What you return must be the lines of the data that hold the word "then".

══ Record excerpts

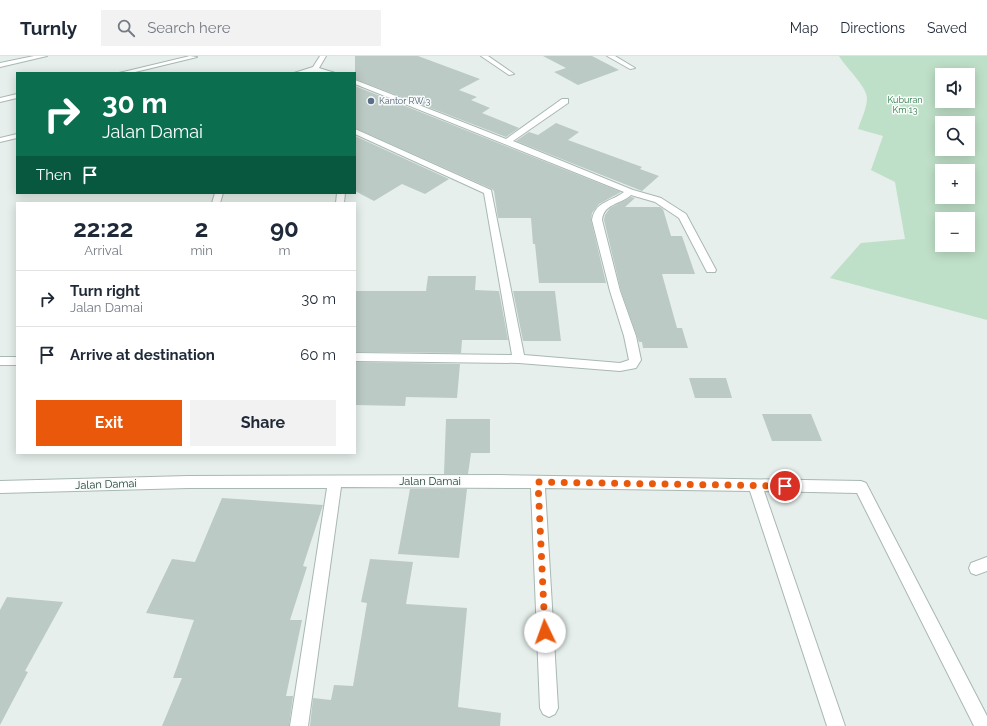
<!DOCTYPE html>
<meta charset="utf-8">
<style>
:root{--surface:#fff;--page:#f2f2f3;--text:#1f2937;--muted:#747a83;--line:#e0e1e3;--accent:#ea580c}
body{margin:0;font-family:Raleway,sans-serif;background:var(--page);color:var(--text);height:100vh;display:flex;flex-direction:column;font-size:15px;white-space:nowrap}
*{box-sizing:border-box;margin:0}
p{font-size:13px;color:var(--muted)}
.icon{flex:none;width:22px;height:22px;fill:none;stroke:currentColor;stroke-width:2;stroke-linecap:round;stroke-linejoin:round}
.map{position:relative;flex:1;overflow:hidden}
.panel{position:absolute;left:16px;top:146px;width:340px;height:252px;display:flex;flex-direction:column;background:var(--surface);border-radius:0px;box-shadow:0 2px 10px #0003}
.panel>*{flex:none}
.top-card{position:absolute;left:16px;top:16px;width:340px;height:122px;border-radius:0px;box-shadow:0 2px 10px #0003;background:#0b6e4f;color:#fff;overflow:hidden}
.controls{position:absolute;left:935px;top:12px;display:grid;gap:8px}
.controls a{display:grid;place-items:center;width:40px;height:40px;border-radius:0px;background:var(--surface);box-shadow:0 2px 10px #0003;font-size:20px}
.pin{position:absolute;display:grid;place-items:center;width:34px;height:34px;color:#fff;margin:-17px;border:2px solid #fff;border-radius:50%;box-shadow:0 1px 4px #0007}
.me{position:absolute;width:44px;margin:-22px;rotate:357deg;stroke-linejoin:round;filter:drop-shadow(0 0 3px #0008)}
.turn{display:flex;align-items:center;gap:14px;height:84px;padding:0 20px;font-size:18px}
.turn .icon{width:52px;height:52px;stroke-width:2.5}
.turn b{display:block;font-size:28px;line-height:34px}
.then{display:flex;align-items:center;height:38px;padding:0 20px;background:#0003;gap:8px;font-size:15px}
.eta{display:flex;justify-content:space-evenly;align-items:center;height:68px;text-align:center}
.eta b{font-size:24px;font-weight:700;line-height:28px}
.cta{display:flex;gap:8px;margin-top:auto;padding:8px 20px}
.cta a{flex:1;height:46px;border-radius:0px;background:var(--accent);color:#fff;font-size:16px;font-weight:700;line-height:46px;text-align:center}
.cta a+a{background:var(--page);color:var(--text)}
ul{padding:0;list-style:none}
li{display:flex;align-items:center;gap:12px;height:56px;padding:0 20px;border-top:1px solid var(--line)}
li div{flex:1}
li b{display:block;font-size:15px}
li em{font-style:normal}
header{display:flex;align-items:center;gap:24px;box-sizing:border-box;height:56px;padding:0 20px;background:var(--surface);border-bottom:1px solid var(--line)}
header strong{font-size:19px}
nav{display:flex;gap:22px;margin-inline-start:auto;font-size:14px}
.search{width:280px;height:36px;background:var(--page);display:flex;align-items:center;gap:10px;box-sizing:border-box;padding:0 14px;border-radius:0px;color:var(--muted);font-size:15px}
.map>svg:first-child{display:block}
.green{fill:#bfe0c8;fill-rule:evenodd}
.building{fill:#bbcac4}
.lines{fill:none;stroke-linecap:round;stroke-linejoin:round}
.street-casing{stroke:#a8b8b2;stroke-width:2}
.street{fill:#fff;fill-rule:evenodd}
.route{stroke:#ea580c;stroke-width:7;stroke-dasharray:0 12.6}
.service-dot{fill:#5c6f8a;stroke:#f7fbf9;stroke-width:1.5}
.labels{text-anchor:middle;stroke-width:3;stroke-linejoin:round;paint-order:stroke}
.far-park-label{font-size:9px;fill:#2d7a4b;stroke:#f7fbf9}
.far-service-label{font-size:9px;fill:#4e5e75;stroke:#f7fbf9;text-anchor:start}
.street-label{font-size:11px;fill:#24423a;stroke:#f7fbf9}
</style>
<header>
<strong>Turnly</strong>
<div class="search"><svg class="icon" aria-label="search" viewBox="0 0 24 24"><circle cx="10" cy="10" r="6"/><path d="M15 15l6 6"/></svg>Search here</div>
<nav><a>Map</a><a>Directions</a><a>Saved</a></nav>
</header>
<div class="map">
<svg width="987" height="670" viewBox="0 0 987 670">
<rect width="100%" height="100%" fill="#e6efeb"/>
<path class="green" d="M839,0H987V264L830,222L861,187L905,183L895,126L871,114L883,80L858,73C861,64 867,52 867,42C866,29 846,12 839,0ZM942,19H968V45H942ZM942,67H968V93H942ZM942,115H968V141H942ZM942,163H968V189H942Z"/>
<path class="building" d="M355,0H418L480,23L459,34L477,41L471,44L490,52L482,57L519,72L506,81L355,23Z
M543,0H592L619,14L578,29L554,16L566,12Z
M355,30L621,136L599,148L592,157L591,164L606,227H539L535,188H533L531,162H498L494,135L492,133L355,72Z
M556,67L579,76L568,84L642,111L640,113L659,120L642,135L516,85L529,76L538,79Z
M355,80L449,123L425,138L402,128L374,145L355,135Z
M631,141L635,142L625,151H660L663,153L671,180H682L695,218H662L677,272H682L688,292H643L642,286H639L621,235L604,164L605,159L610,152Z
M428,220H476L475,234L499,235L508,284H462L461,297L355,296V235H426Z
M513,235H555L561,285H523Z
M355,306L460,308L457,342L406,341L405,350L355,349Z
M689,322H726L732,342H695Z
M762,358H811L822,385H772Z
M446,363H490V397H471L468,418H444Z
M410,433H467L459,502L398,498Z
M222,442L323,449L303,510L307,511L290,564H302L286,640H293L289,670H162L182,622H173L194,564L146,557L172,503L195,506Z
M370,503L413,506L406,548L467,552L458,651L501,657L500,670H310L313,642L331,644L334,629L353,630L367,547L361,546Z
M7,541L63,546L25,615L28,616L0,669V554Z"/>
<g class="lines">
<defs>
<path id="street" d="M34,0H47L0,11V7Z
M190,0L197,1L131,17H119Z
M320,0H326L319,12L335,17L317,16L316,17H294L313,11Z
M481,0H488L514,18L509,19Z
M607,0H615L635,12L630,13Z
M355,24L506,83L562,43H568V47L513,85L633,134L661,142L686,158L716,214L715,216H707L679,162L655,146L631,139C620,149 604,147 602,164L620,235L636,280L641,304L636,312L620,315L519,307L355,305V297L512,299L484,137L355,78V73L491,134L524,299L620,307L629,304L624,280L610,235L592,164C595,145 611,146 624,136L355,28Z
M17,38V42L0,46V42Z
M17,78V82L0,86V82Z
M215,137H223L220,147H212Z
M337,137H345L344,147H336Z
M0,301H17V309H0Z
M498,419L861,425L866,427L987,660V670H974L857,437L764,435L845,670H827L750,435L545,432L558,652L555,658L549,661L543,658L540,652L531,432L341,431L308,670H290L327,432H188L0,437V425L188,420Z
M987,501V515L976,519L971,517L969,512L971,507Z"/>
</defs>
<use href="#street" class="street-casing"/>
<use href="#street" class="street"/>
</g>
<g class="lines">
<path class="route" d="M545,576L538,426L785,430"/>
</g>
<circle class="service-dot" cx="371" cy="45" r="4"/>
<g class="labels">
<g class="far-park-label">
<text x="905" y="47">Kuburan<tspan x="905" dy="10">Km 13</tspan></text>
</g>
<g class="far-service-label">
<text x="379" y="48">Kantor RW 3</text>
</g>
<g class="street-label">
<text x="430" y="429">Jalan Damai</text>
<text transform="translate(106 428) rotate(-2)" y="4">Jalan Damai</text>
</g>
</g>
</svg>
<div class="controls">
<a><svg class="icon" aria-label="sound" viewBox="0 0 24 24"><path d="M4 9h4l5-4v14l-5-4H4zM17 9q2 3 0 6"/></svg></a>
<a><svg class="icon" aria-label="search" viewBox="0 0 24 24"><circle cx="10" cy="10" r="6"/><path d="M15 15l6 6"/></svg></a>
<a>+</a>
<a>−</a>
</div>
<div class="pin" style="left:785px;top:430px;background:#d93025"><svg class="icon" aria-label="arrive" viewBox="0 0 24 24"><path d="M6 21V4h12l-3 4 3 4H6"/></svg></div>
<svg class="me" style="left:545px;top:576px" viewBox="-20 -20 40 40"><circle r="19" fill="#fff"/><path d="M0-13L10 11 0 6-10 11z" fill="#ea580c"/></svg>
<div class="top-card">
<div class="turn"><svg class="icon" aria-label="right" viewBox="0 0 24 24"><path d="M7 20v-9h11M14 6l5 5-5 5"/></svg><div><b>30 m</b>Jalan Damai</div></div>
<div class="then">Then<svg class="icon" aria-label="arrive" viewBox="0 0 24 24"><path d="M6 21V4h12l-3 4 3 4H6"/></svg></div>
</div>
<section class="panel">
<div class="eta">
<div><b>22:22</b><p>Arrival</p></div>
<div><b>2</b><p>min</p></div>
<div><b>90</b><p>m</p></div>
</div>
<ul>
<li><svg class="icon" aria-label="right" viewBox="0 0 24 24"><path d="M7 20v-9h11M14 6l5 5-5 5"/></svg><div><b>Turn right</b><p>Jalan Damai</p></div><em>30 m</em></li>
<li><svg class="icon" aria-label="arrive" viewBox="0 0 24 24"><path d="M6 21V4h12l-3 4 3 4H6"/></svg><div><b>Arrive at destination</b></div><em>60 m</em></li>
</ul>
<div class="cta"><a>Exit</a><a>Share</a></div>
</section>
</div>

════

Response =>
.then{display:flex;align-items:center;height:38px;padding:0 20px;background:#0003;gap:8px;font-size:15px}
<div class="then">Then<svg class="icon" aria-label="arrive" viewBox="0 0 24 24"><path d="M6 21V4h12l-3 4 3 4H6"/></svg></div>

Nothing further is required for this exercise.